Brief:
Could you copy every line of the data that contains "shaded"?

Data for analysis:
+++
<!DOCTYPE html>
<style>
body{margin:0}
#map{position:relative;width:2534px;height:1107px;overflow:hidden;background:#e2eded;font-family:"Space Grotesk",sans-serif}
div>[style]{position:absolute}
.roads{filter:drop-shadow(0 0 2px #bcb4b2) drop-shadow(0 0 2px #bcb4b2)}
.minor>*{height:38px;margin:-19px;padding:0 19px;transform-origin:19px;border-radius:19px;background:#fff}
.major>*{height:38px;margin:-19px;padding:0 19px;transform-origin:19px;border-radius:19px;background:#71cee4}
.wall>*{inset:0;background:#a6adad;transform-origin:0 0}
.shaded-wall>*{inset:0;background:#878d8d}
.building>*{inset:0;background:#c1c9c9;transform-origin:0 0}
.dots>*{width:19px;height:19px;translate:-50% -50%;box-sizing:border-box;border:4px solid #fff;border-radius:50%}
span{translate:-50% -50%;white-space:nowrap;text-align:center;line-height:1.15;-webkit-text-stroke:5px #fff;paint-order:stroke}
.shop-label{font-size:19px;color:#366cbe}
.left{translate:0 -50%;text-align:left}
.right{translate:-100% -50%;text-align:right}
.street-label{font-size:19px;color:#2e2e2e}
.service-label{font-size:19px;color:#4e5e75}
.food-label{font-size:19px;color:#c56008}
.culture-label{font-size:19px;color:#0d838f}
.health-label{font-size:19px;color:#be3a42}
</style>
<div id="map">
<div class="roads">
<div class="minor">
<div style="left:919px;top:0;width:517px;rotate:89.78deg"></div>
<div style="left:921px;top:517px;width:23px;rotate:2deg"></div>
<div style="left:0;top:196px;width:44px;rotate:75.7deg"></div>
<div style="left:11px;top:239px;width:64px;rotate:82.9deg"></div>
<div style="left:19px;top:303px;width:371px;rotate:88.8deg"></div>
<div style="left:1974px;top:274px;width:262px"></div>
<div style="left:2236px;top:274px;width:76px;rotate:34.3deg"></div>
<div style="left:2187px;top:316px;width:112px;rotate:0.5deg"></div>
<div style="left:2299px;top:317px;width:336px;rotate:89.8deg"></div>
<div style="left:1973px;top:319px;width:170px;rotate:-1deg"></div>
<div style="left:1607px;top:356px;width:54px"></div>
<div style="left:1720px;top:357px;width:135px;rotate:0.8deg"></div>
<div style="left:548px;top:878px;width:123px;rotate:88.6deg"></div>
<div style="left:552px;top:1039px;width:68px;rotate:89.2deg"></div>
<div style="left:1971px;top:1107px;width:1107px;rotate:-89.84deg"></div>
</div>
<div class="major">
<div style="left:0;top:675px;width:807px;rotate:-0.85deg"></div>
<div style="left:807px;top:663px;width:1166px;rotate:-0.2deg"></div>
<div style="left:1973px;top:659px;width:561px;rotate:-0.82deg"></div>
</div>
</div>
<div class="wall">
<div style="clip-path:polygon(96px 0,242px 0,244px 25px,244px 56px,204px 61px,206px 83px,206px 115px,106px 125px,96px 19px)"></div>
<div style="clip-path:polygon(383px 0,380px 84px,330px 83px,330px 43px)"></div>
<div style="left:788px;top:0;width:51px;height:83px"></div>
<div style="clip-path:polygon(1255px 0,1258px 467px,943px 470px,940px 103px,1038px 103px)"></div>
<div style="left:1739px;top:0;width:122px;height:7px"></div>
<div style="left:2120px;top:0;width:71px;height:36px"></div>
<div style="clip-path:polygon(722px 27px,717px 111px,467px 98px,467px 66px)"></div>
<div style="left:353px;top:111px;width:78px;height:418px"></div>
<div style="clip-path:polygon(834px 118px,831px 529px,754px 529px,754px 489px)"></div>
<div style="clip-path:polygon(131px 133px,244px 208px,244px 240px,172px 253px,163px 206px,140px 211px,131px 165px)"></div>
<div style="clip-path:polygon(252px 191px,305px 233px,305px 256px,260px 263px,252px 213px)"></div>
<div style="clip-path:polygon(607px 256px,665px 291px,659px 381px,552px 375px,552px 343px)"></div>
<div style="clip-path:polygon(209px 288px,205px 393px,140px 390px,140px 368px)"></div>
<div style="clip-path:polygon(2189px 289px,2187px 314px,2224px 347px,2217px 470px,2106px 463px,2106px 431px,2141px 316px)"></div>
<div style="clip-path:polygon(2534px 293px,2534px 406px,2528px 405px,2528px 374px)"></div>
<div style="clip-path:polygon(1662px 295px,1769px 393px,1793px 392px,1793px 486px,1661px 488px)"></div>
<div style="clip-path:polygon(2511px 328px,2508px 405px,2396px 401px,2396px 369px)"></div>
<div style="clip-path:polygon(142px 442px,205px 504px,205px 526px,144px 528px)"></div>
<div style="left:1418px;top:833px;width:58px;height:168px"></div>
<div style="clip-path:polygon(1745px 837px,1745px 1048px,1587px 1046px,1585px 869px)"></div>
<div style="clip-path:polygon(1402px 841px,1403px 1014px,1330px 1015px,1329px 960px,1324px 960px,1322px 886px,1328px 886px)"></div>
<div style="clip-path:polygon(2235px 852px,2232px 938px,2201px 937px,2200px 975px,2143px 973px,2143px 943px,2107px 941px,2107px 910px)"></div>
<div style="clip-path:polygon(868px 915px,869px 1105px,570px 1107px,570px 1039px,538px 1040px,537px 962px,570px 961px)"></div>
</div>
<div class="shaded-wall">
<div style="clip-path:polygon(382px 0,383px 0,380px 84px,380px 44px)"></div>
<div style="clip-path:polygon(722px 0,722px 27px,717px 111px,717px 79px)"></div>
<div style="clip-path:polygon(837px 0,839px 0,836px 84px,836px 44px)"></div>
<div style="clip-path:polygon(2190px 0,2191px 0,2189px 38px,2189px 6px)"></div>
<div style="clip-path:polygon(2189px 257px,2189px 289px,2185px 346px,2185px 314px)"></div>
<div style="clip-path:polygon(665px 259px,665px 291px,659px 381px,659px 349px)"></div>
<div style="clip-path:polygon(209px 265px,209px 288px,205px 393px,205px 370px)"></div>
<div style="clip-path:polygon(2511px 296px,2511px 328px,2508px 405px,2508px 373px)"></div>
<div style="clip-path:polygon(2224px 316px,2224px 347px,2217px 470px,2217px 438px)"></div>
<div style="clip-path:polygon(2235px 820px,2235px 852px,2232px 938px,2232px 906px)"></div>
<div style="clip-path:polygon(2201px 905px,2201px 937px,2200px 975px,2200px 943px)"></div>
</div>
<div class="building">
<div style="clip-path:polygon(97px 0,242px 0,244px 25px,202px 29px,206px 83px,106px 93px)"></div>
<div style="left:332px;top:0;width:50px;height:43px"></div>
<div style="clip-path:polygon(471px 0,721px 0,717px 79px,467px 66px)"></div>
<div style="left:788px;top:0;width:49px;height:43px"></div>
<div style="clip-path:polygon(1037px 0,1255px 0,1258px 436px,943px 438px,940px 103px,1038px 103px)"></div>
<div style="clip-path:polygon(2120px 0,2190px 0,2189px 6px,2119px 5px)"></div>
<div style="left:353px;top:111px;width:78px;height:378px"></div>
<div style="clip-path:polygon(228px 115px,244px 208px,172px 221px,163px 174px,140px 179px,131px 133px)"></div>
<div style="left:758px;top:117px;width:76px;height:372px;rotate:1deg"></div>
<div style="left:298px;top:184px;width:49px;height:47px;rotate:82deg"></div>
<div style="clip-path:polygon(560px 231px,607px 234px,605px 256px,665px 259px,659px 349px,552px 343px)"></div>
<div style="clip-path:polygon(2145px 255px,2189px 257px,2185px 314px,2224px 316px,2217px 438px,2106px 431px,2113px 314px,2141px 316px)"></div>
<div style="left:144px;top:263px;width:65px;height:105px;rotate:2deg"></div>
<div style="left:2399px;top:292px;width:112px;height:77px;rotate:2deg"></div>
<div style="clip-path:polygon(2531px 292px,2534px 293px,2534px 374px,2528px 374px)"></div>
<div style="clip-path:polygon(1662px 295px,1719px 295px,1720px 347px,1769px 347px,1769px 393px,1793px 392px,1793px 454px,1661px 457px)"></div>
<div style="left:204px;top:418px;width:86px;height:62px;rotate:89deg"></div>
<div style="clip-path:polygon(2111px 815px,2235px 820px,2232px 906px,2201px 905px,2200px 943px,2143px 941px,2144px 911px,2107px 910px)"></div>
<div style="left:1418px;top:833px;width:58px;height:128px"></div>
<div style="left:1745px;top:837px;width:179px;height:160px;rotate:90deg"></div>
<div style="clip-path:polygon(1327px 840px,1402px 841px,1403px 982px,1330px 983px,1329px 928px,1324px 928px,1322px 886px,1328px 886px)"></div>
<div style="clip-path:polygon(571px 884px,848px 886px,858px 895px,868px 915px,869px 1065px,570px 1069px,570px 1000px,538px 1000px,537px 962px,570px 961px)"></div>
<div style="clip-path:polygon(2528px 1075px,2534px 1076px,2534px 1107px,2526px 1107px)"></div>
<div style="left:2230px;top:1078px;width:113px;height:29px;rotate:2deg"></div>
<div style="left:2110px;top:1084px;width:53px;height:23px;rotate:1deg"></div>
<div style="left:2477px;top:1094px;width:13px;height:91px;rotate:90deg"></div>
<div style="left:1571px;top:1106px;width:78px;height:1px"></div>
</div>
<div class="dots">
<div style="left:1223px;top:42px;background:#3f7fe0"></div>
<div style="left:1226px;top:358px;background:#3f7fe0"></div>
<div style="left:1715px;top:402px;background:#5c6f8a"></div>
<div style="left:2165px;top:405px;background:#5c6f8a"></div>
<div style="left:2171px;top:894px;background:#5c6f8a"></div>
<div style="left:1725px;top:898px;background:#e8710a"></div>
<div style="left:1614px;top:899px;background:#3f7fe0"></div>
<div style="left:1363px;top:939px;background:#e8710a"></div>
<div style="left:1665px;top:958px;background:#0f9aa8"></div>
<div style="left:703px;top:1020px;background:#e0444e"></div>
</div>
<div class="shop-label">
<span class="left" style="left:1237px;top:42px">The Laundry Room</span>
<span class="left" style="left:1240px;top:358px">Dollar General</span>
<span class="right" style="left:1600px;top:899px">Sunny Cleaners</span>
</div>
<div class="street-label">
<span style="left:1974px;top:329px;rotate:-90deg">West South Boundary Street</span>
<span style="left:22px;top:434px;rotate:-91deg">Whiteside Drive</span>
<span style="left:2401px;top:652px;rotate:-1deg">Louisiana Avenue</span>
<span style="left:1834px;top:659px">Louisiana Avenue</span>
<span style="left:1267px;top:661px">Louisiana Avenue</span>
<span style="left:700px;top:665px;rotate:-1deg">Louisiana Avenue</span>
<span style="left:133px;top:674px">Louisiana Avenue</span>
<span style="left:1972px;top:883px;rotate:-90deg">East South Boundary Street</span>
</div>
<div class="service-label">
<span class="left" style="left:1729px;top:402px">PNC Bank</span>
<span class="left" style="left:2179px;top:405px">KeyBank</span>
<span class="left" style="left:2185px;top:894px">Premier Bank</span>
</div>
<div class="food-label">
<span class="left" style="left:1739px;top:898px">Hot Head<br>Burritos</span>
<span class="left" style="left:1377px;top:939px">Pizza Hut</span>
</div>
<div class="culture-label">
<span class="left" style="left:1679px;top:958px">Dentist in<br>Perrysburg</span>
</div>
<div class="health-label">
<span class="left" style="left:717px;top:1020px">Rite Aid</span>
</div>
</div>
+++
Reply:
.shaded-wall>*{inset:0;background:#878d8d}
<div class="shaded-wall">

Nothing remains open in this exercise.